━━ RECORDS FOR PROCESSING ━━

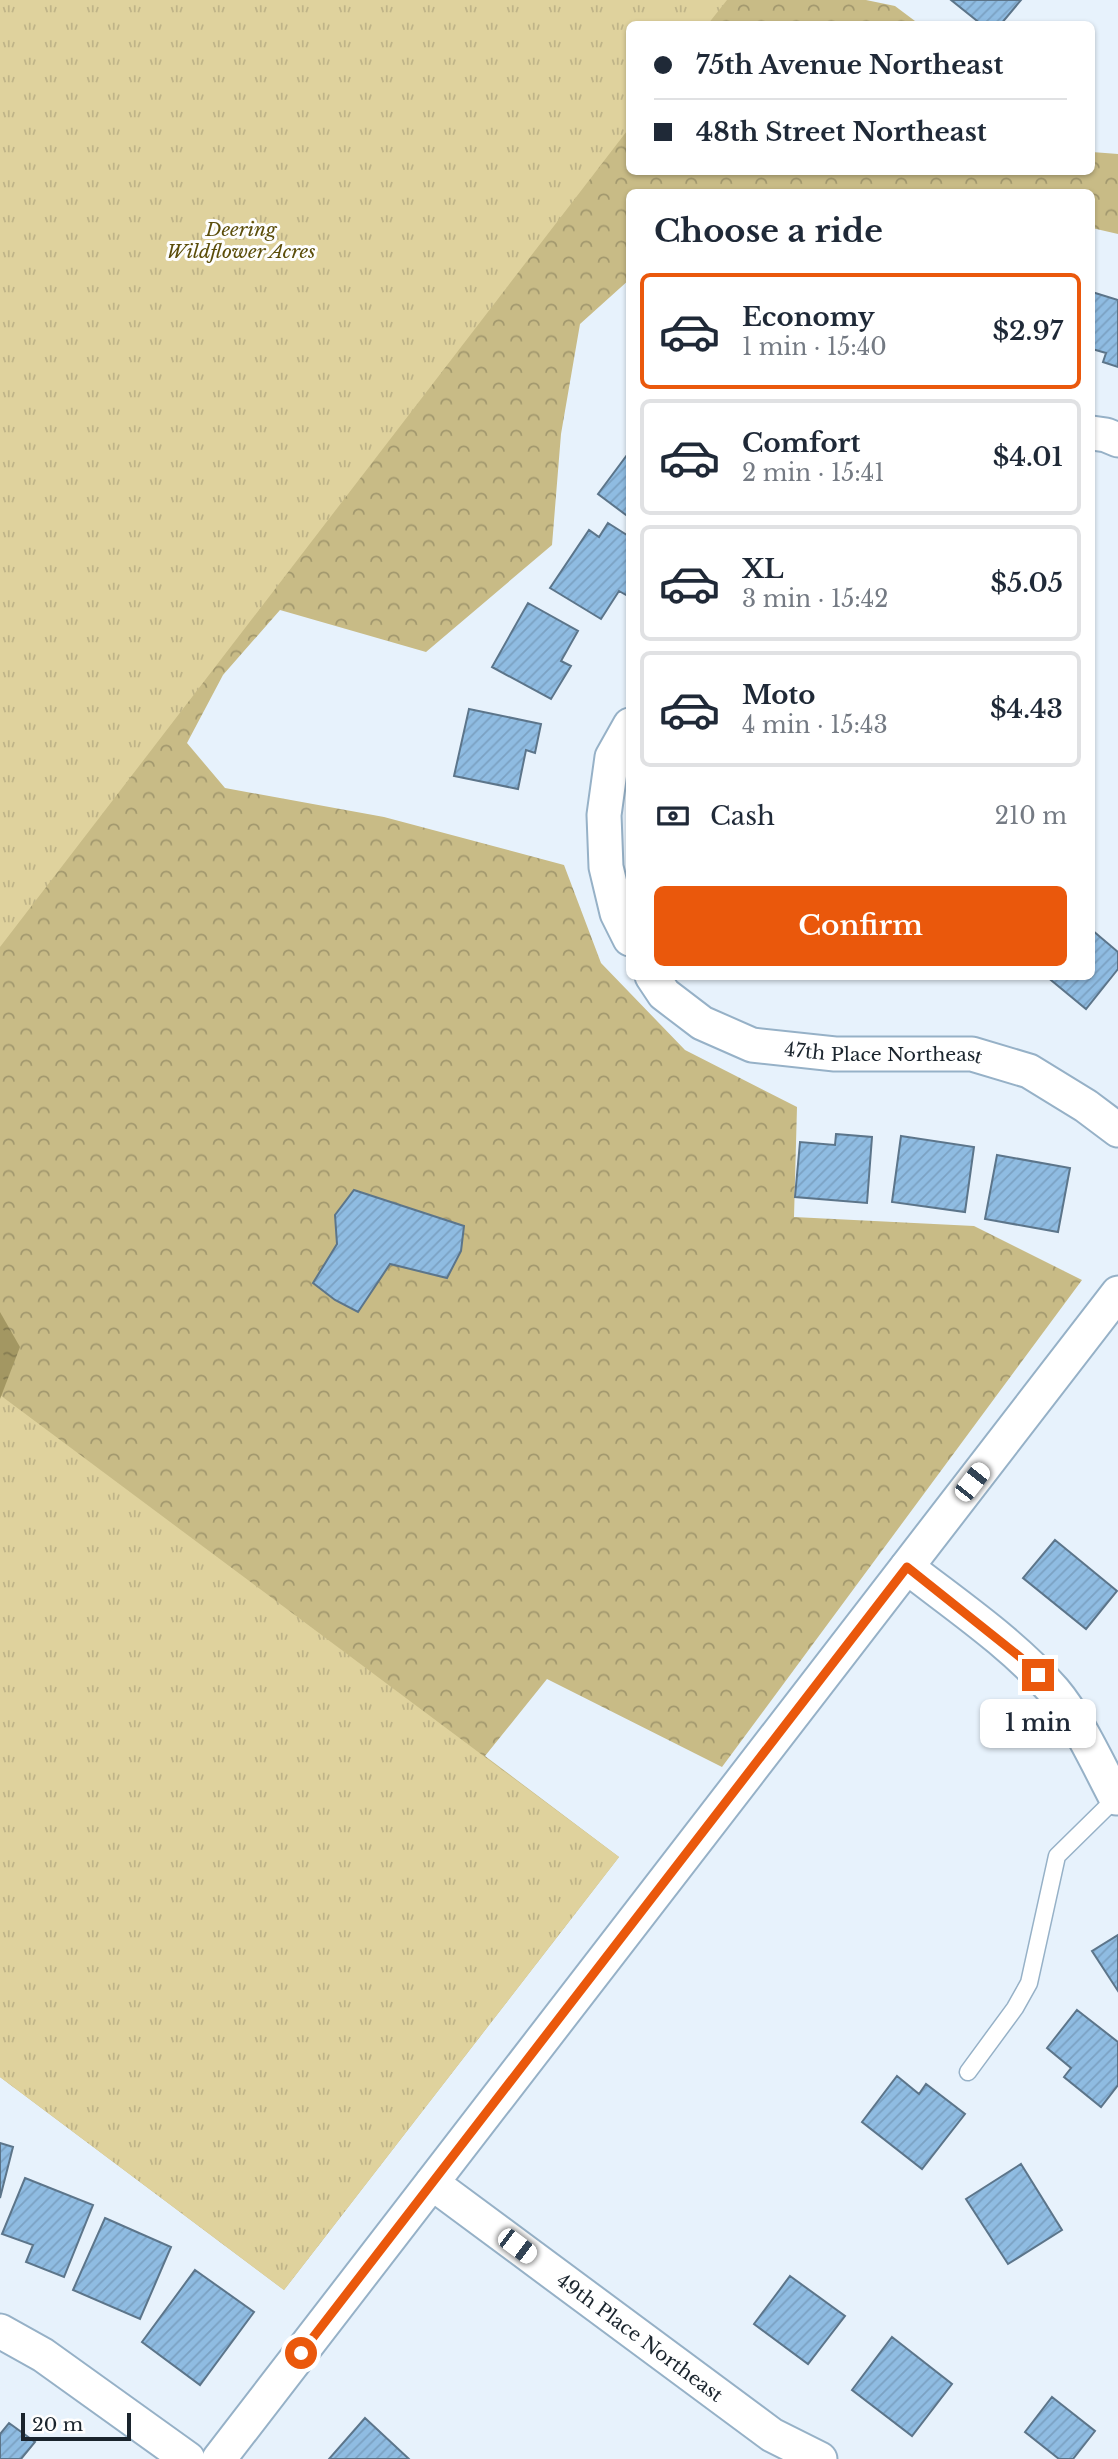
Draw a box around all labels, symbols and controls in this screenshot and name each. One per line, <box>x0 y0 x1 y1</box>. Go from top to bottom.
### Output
text: 75th Avenue Northeast <box>696 49 1003 81</box>
text: 48th Street Northeast <box>696 116 987 148</box>
text: Choose a ride <box>654 211 883 251</box>
park label: Deering Wildflower Acres <box>166 218 316 263</box>
icon: car <box>658 300 721 363</box>
text: Economy <box>742 301 875 333</box>
text: $2.97 <box>992 315 1063 347</box>
text: 1 min · 15:40 <box>742 333 887 361</box>
icon: car <box>658 426 721 489</box>
text: Comfort <box>742 427 860 459</box>
text: $4.01 <box>993 441 1063 473</box>
text: 2 min · 15:41 <box>742 459 885 487</box>
icon: car <box>658 552 721 615</box>
text: XL <box>742 553 784 585</box>
text: $5.05 <box>990 567 1063 599</box>
text: 3 min · 15:42 <box>742 585 888 613</box>
icon: car <box>658 678 721 741</box>
text: Moto <box>742 679 815 711</box>
text: $4.43 <box>990 693 1063 725</box>
text: 4 min · 15:43 <box>742 711 888 739</box>
icon: cash <box>654 797 692 835</box>
text: Cash <box>710 800 775 832</box>
text: 210 m <box>995 802 1067 830</box>
button: Confirm <box>654 886 1067 966</box>
street label: 47th Place Northeast <box>783 1037 986 1068</box>
car <box>951 1459 994 1505</box>
route end <box>1022 1659 1054 1691</box>
callout: 1 min <box>980 1700 1096 1748</box>
text: 1 min <box>1005 1709 1071 1737</box>
car <box>494 2225 541 2267</box>
street label: 49th Place Northeast <box>553 2268 728 2407</box>
route start <box>285 2337 317 2369</box>
scale bar <box>21 2410 131 2442</box>
text: 20 m <box>32 2413 83 2436</box>

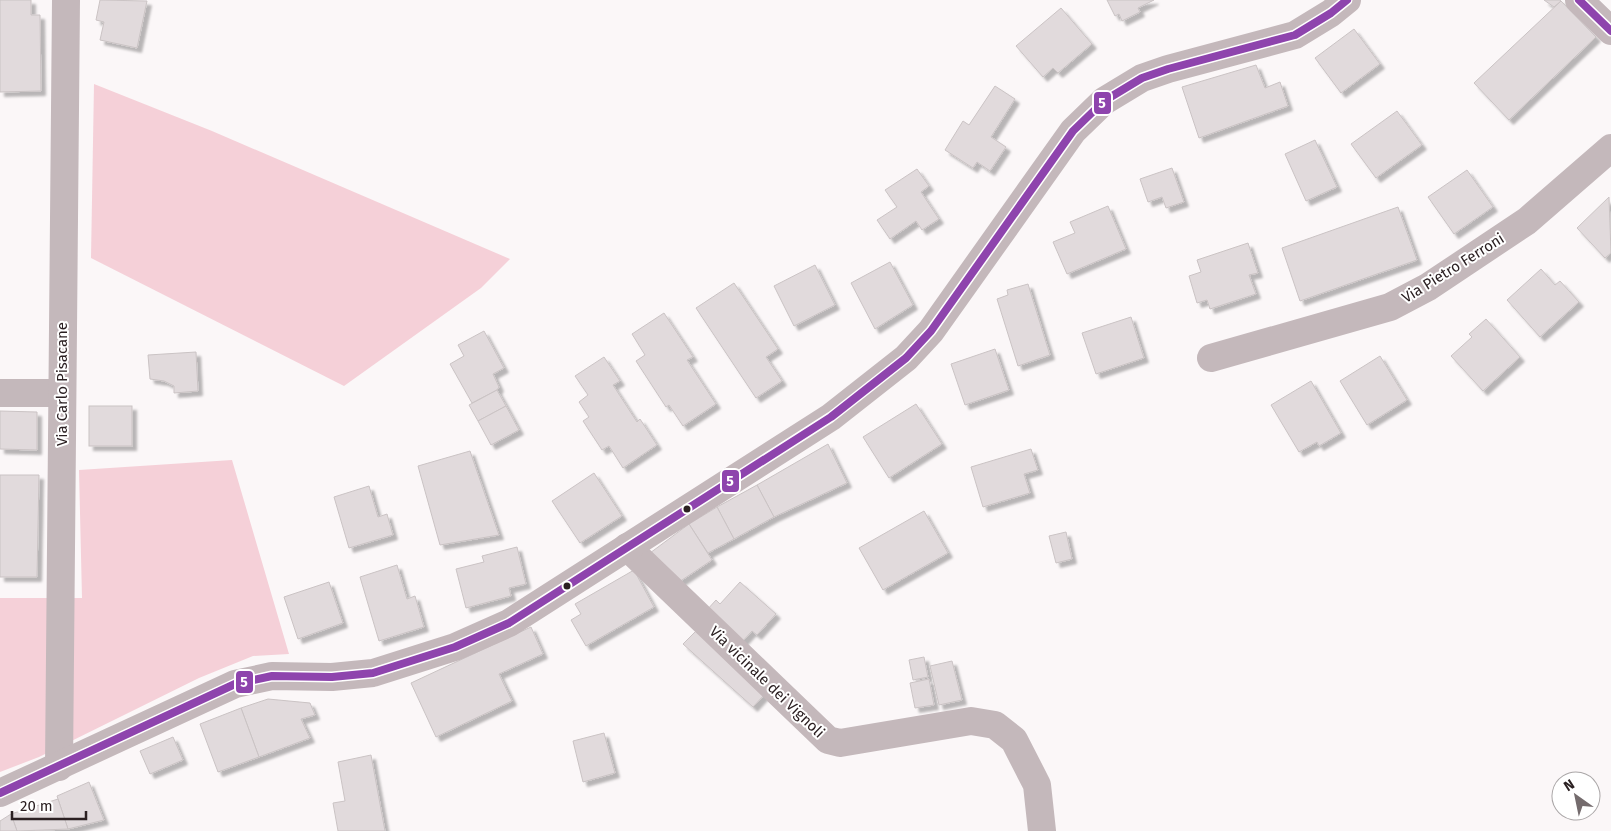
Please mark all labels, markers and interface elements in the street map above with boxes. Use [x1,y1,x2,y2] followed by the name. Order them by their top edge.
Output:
[1093,91,1112,115] line badge: 5
[1098,95,1106,112] text: 5
[1399,229,1507,307] street label: Via Pietro Ferroni
[53,322,71,446] street label: Via Carlo Pisacane
[721,469,740,493] line badge: 5
[726,473,734,490] text: 5
[682,504,692,514] unlabelled marker
[562,581,572,591] unlabelled marker
[706,622,828,742] street label: Via vicinale dei Vignoli
[235,670,254,694] line badge: 5
[240,674,248,691] text: 5
[1551,771,1601,821] north arrow
[1561,776,1578,795] text: N
[12,788,86,820] scale bar
[20,797,53,815] text: 20 m

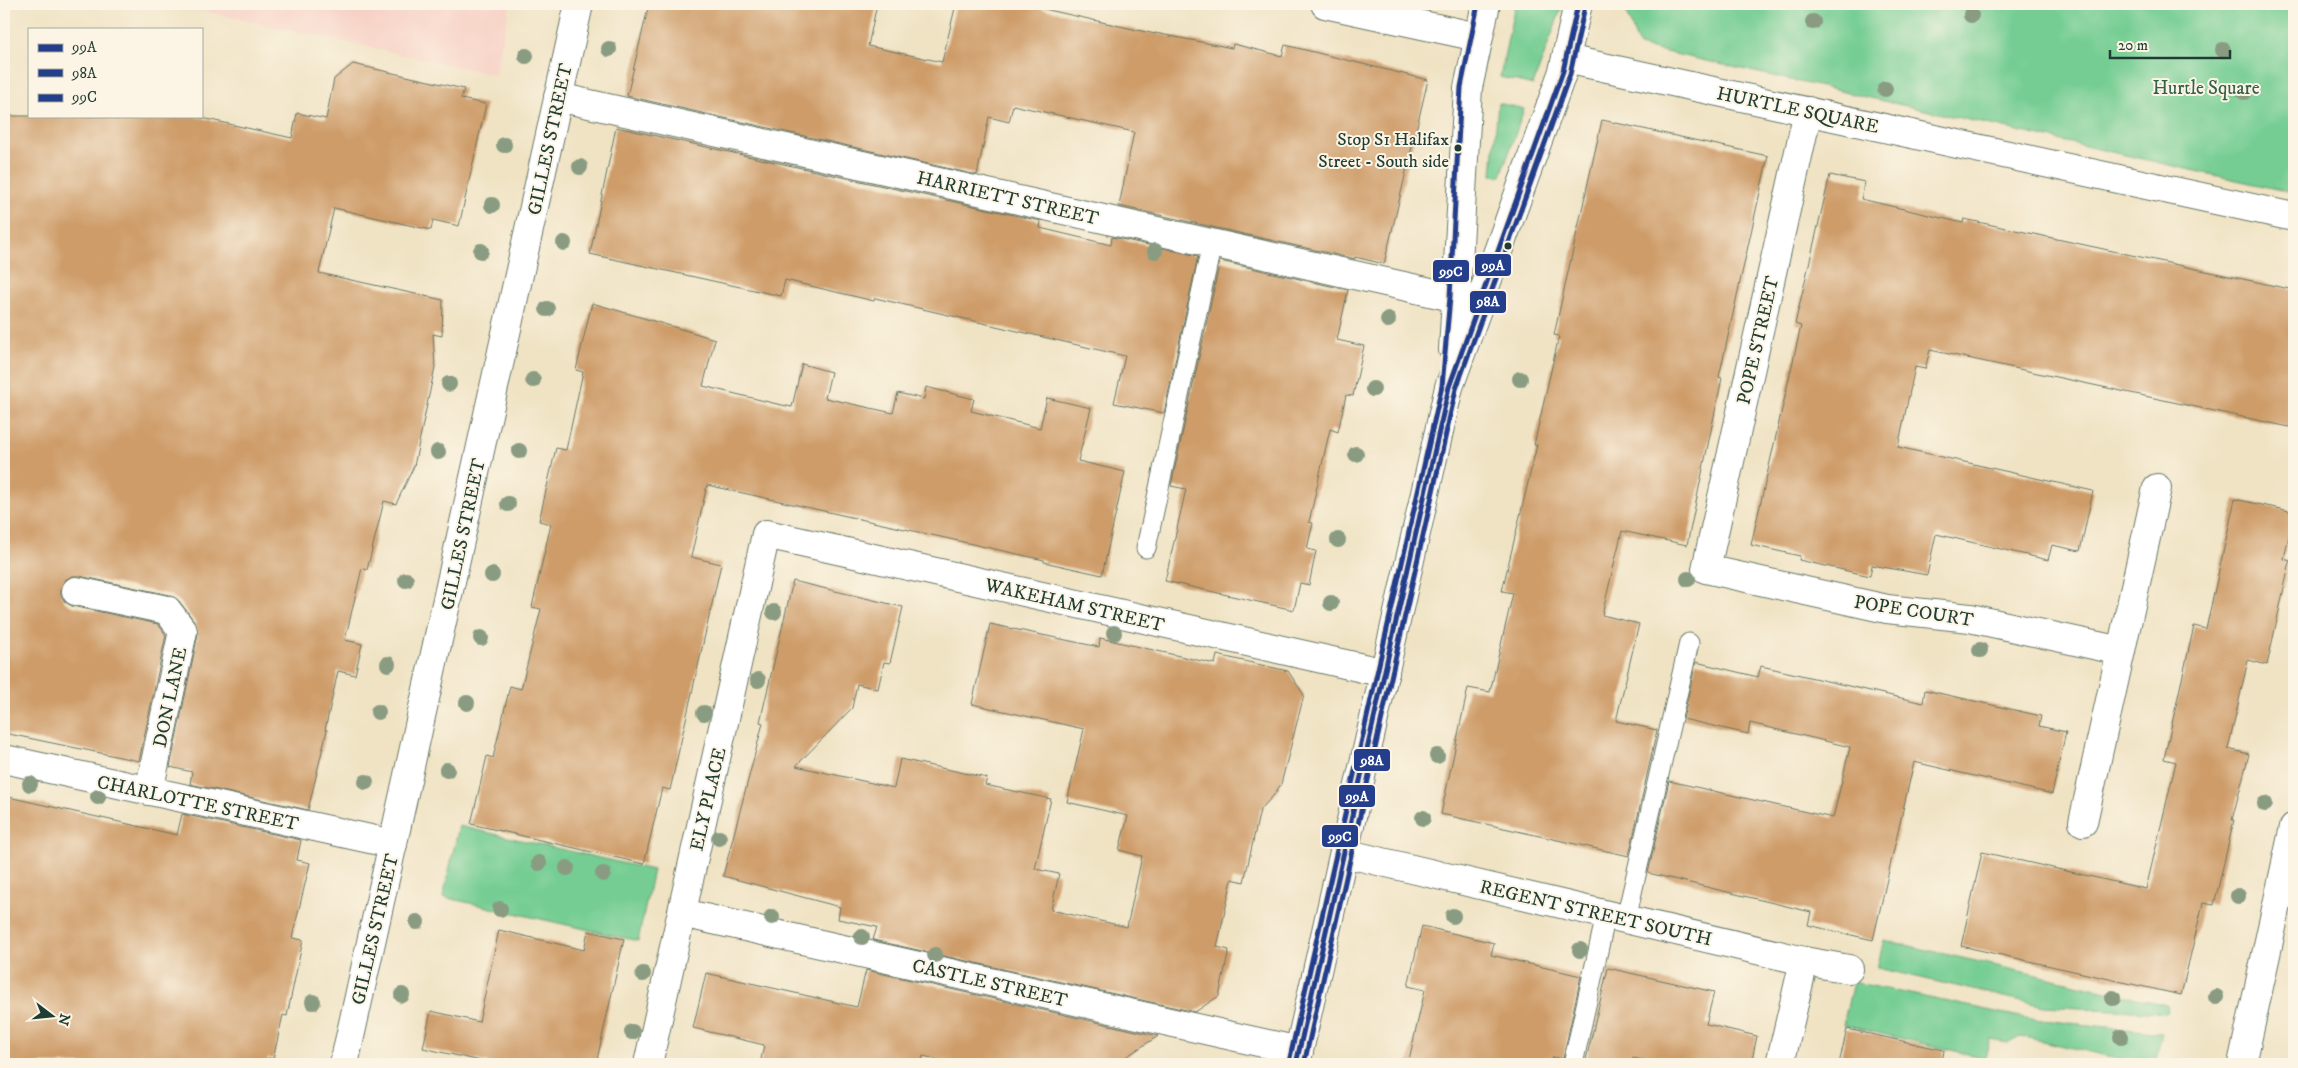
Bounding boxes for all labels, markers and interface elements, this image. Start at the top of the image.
legend [28,28,202,118]
scale bar [2110,28,2230,60]
text: 20 m [2118,36,2148,55]
text: 99A [71,38,97,57]
street label: GILLES STREET [523,61,578,217]
text: 98A [71,64,97,83]
park label: Hurtle Square [2152,77,2260,101]
street label: HURTLE SQUARE [1714,82,1881,139]
text: 99C [71,88,97,107]
place label: Stop S1 Halifax Street - South side [1318,129,1449,173]
marker: Stop S1 Halifax Street - South side [1453,143,1463,153]
street label: HARRIETT STREET [914,166,1102,231]
unlabelled marker [1503,241,1513,251]
line badge: 99A [1474,253,1512,277]
text: 99A [1481,257,1506,275]
line badge: 99C [1432,259,1470,283]
text: 99C [1438,263,1463,281]
street label: POPE STREET [1733,273,1785,407]
line badge: 98A [1469,290,1507,314]
text: 98A [1476,293,1501,311]
street label: GILLES STREET [436,456,491,612]
street label: WAKEHAM STREET [982,573,1167,637]
street label: POPE COURT [1852,591,1976,632]
street label: DON LANE [149,645,192,750]
street label: ELY PLACE [685,745,732,853]
line badge: 98A [1353,748,1391,772]
text: 98A [1360,752,1385,770]
street label: CHARLOTTE STREET [95,771,301,836]
line badge: 99A [1338,784,1376,808]
text: 99A [1345,788,1370,806]
line badge: 99C [1321,824,1359,848]
text: 99C [1327,828,1352,846]
street label: GILLES STREET [347,851,404,1007]
street label: REGENT STREET SOUTH [1477,876,1714,951]
street label: CASTLE STREET [910,954,1070,1013]
north arrow [28,990,78,1040]
text: N [53,1011,74,1028]

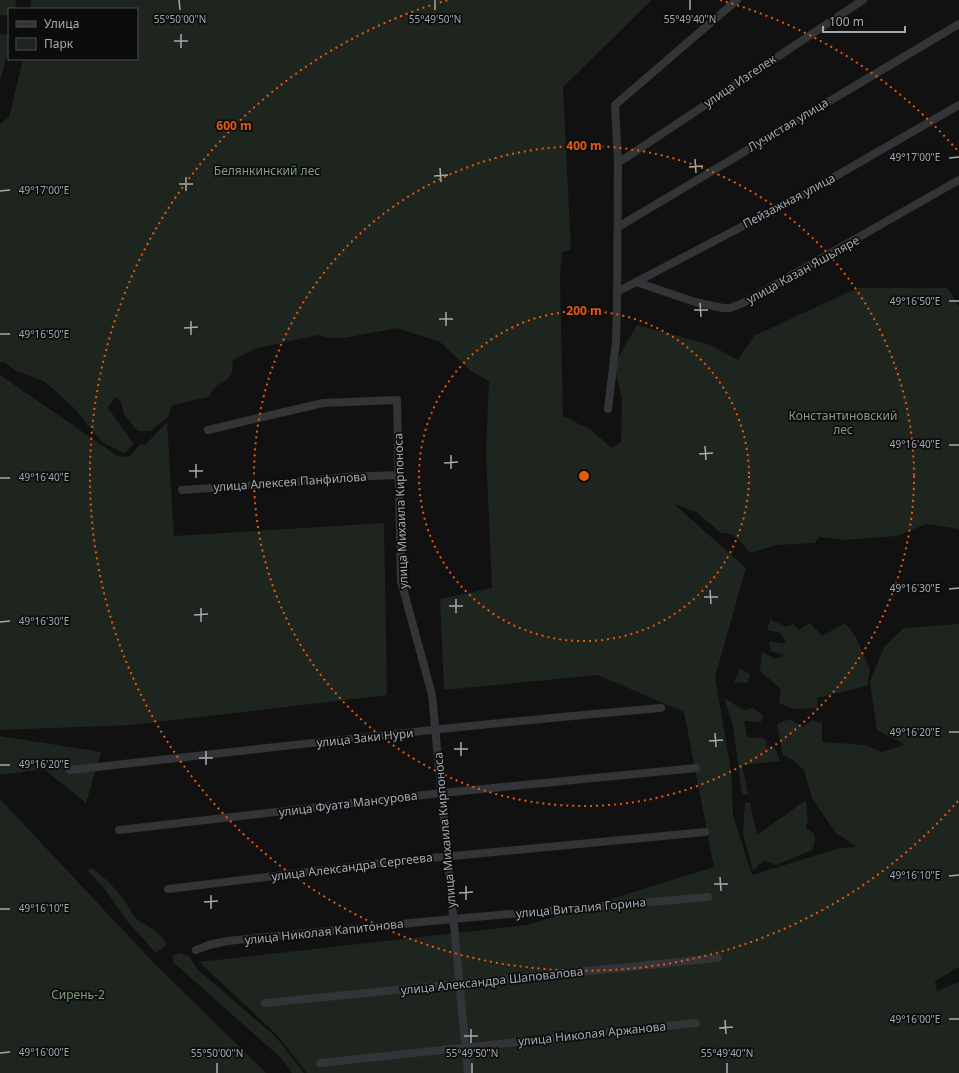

━━━

WHAT IS BEING ASKED. List all lines in the material containing the string "labels".

YOUR SOLUTION.
Draw a box around all labels, symbols and controls in this screenshot and name each. One per line, <box>x0 y0 x1 y1</box>. Go from top to bottom.
Please mark all labels, markers and interface elements in the street map above with boxes. Use [x1,y1,x2,y2] followed by the name. Order them by their top edge.
Bounding boxes for all labels, markers and interface elements, this image. Start at the top of the image.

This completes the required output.